Une Tétralogie ressemble toujours à un cadeau de Noël dont on connaît les contours et parfois le contenu, mais pas toujours les intentions, d’où l’excitation qui se dégage à chaque nouvelle production. L’Opernhaus Zürich se lançait au printemps dans l’épopée artistique avec un Or du Rhin que nous qualifiions alors d’ « honnête ». Il nous tardait de découvrir la suite pour estimer la potentielle réévaluation de notre jugement. La Walkyrie d’Andreas Homoki et Gianandrea Noseda est désormais publique : la mise en scène fait mouche puis retombe au deuxième acte, la fosse s’est convertie en joyau, les chanteurs du prologue réitèrent leurs exploits et les primo-arrivants convainquent plus ou moins. C’est parti pour la première journée du Ring !
Au commencement, il y avait une tournette et des intérieurs bourgeois. La rengaine reste la même sur Die Walküre. Andreas Homoki ne sape pas cet équilibre de rotation et de boîtes à surprises des espaces qui apparaissent (la salle de réunion du Walhalla, une forêt enneigée, la maison de Hundling…), mais n’en tire toujours pas le maximum. Au I, la rencontre entre Sieglinde et Siegmund se prête sans équivoque à ce décor blanc, l’arbre sacré trône au milieu de la pièce : la magie opère complètement, surtout que le cache-cache des sentiments en éveil, secondé de superbes éclairages (Franck Evin) congrus aux doutes de la passion-déclic, est extrêmement bien ficelé d’un point de vue théâtral. La suite, utilitaire, est moins inspirée : les Walkyries sont ridicules avec leur heaume en forme de cheval, et ce grand décor s’excuse d’être trop encombrant quand il ne tourne plus et qu’il laisse les personnages face à leur propre humanité. La palme de la déception revient au troisième acte, quand le rocher de Brünnhilde ressemble surtout à un étron géant, autour duquel Wotan ne peut transcender la sublime confession d’amour qu’il relaye à sa fille. Ce passage, dont Andreas Homoki avoue pourtant avoir tiré la substantifique moelle au sein des notes de programme, pèche par un statisme désincarné. Lui qui a si bien illustré l’aube de l’amour au I en assèche le crépuscule.
Si Gianandrea Noseda crayonne les humeurs orchestrales à la baguette, il en restitue en rafales la grandeur tellurique d’esprit.

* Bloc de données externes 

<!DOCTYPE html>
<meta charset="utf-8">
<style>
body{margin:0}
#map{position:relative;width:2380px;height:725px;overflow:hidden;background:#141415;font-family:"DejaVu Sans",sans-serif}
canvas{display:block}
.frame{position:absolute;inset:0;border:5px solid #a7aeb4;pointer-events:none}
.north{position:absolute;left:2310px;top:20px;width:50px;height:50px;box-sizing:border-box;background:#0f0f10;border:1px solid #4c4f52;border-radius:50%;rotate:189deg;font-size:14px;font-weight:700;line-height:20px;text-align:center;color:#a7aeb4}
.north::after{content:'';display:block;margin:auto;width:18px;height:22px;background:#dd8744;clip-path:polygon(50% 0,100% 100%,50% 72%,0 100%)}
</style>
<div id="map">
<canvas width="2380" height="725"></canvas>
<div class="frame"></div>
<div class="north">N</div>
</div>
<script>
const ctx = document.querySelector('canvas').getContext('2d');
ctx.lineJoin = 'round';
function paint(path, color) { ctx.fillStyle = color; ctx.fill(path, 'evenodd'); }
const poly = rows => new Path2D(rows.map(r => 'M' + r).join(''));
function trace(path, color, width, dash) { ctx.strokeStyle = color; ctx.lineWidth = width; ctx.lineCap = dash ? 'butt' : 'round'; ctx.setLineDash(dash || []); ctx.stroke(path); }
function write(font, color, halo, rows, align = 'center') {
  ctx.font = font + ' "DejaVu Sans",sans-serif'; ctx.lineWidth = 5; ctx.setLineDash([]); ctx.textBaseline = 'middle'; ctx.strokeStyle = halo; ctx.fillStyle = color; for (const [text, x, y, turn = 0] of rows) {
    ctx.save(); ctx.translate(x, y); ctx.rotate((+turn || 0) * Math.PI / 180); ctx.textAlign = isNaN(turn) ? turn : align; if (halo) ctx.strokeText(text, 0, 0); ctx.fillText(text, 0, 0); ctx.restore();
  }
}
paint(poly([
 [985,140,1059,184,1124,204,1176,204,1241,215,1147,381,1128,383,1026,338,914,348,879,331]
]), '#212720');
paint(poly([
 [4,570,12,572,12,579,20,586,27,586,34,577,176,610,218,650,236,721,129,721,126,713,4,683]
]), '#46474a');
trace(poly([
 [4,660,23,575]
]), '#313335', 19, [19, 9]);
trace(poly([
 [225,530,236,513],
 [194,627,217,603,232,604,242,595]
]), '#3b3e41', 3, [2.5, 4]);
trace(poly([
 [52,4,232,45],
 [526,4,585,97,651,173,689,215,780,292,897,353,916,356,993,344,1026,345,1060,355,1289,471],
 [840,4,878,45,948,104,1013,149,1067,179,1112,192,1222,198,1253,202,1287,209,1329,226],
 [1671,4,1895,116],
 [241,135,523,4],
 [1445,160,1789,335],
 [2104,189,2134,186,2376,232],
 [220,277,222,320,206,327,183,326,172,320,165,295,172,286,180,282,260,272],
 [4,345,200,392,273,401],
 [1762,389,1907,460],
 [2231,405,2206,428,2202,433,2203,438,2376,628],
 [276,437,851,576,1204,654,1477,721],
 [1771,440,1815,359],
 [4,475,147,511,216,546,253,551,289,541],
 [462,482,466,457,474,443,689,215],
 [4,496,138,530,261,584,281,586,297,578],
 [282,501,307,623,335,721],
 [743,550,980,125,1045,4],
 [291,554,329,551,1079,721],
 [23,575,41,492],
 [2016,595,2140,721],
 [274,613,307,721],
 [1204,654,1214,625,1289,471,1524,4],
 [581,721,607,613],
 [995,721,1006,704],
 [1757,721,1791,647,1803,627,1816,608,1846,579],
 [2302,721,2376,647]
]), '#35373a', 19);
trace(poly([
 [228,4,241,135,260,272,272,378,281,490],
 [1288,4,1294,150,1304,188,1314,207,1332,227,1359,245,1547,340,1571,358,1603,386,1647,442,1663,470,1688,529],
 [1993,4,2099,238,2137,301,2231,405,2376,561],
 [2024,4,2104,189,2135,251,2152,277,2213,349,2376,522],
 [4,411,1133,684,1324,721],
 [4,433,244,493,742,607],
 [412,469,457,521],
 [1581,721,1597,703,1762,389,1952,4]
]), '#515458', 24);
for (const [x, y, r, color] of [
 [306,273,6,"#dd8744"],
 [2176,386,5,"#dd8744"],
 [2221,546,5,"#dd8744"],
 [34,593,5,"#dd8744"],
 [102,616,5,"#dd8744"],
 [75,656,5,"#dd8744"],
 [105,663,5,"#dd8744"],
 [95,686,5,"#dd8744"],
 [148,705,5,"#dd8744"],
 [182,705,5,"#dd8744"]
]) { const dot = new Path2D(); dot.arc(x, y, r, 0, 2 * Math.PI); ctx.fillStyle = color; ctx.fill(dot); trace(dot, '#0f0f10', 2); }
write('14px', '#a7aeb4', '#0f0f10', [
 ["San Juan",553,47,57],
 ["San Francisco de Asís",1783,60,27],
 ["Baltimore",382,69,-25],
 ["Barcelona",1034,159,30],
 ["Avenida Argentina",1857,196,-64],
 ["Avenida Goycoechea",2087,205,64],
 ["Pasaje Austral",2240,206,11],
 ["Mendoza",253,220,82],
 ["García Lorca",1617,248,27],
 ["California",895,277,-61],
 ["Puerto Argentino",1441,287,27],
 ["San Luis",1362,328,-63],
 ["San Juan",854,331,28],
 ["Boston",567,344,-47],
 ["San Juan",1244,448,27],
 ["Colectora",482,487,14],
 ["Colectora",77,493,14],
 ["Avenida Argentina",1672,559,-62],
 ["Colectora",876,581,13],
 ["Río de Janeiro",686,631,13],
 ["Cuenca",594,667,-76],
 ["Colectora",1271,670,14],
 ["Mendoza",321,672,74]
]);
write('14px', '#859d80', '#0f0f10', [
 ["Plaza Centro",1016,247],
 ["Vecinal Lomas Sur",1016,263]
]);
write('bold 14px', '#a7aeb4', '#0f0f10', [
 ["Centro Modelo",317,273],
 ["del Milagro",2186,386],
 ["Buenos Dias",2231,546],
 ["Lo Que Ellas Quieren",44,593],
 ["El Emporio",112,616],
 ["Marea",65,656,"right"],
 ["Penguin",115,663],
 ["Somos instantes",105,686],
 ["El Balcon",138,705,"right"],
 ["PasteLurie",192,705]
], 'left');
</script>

Contrebasses et violoncelles accrochent la corde et annoncent sans attendre un gigantesque trek musical. Le chef accorde une importance à la tension des parties et au jeu des strates entre elles. Il vise (et atteint) le zoom du paysage, le cadre de son dans lequel les oppositions les plus vives peuvent coexister. Chance est donnée aux hommes et aux dieux dans ces plans auditifs où l’harmonie avance dans l’empoigne des crampons. Gianandrea Noseda galvanise les haut-le-corps, nous sommes aspirés sous le poids qu’il fait ressentir dans la verticalité des accords. La matière et le grain se mesurent dans de capiteux écoulements wagnériens. La partition de La Walkyrie propulse alors sur une paroi à escalader à mains nues, dont les crescendos décuplent la dangerosité mais aussi l’immersion. La Philharmonia Zürich est majestueusement équipée en mousquetons, cordes et sang-froid jusqu’à ce que survienne le leitmotiv de Siegfried, au troisième acte : le directeur musical de l’Opernhaus Zürich bat avec plus de constance, et transmet moins, sentant aussi l’orchestre un peu fatigué.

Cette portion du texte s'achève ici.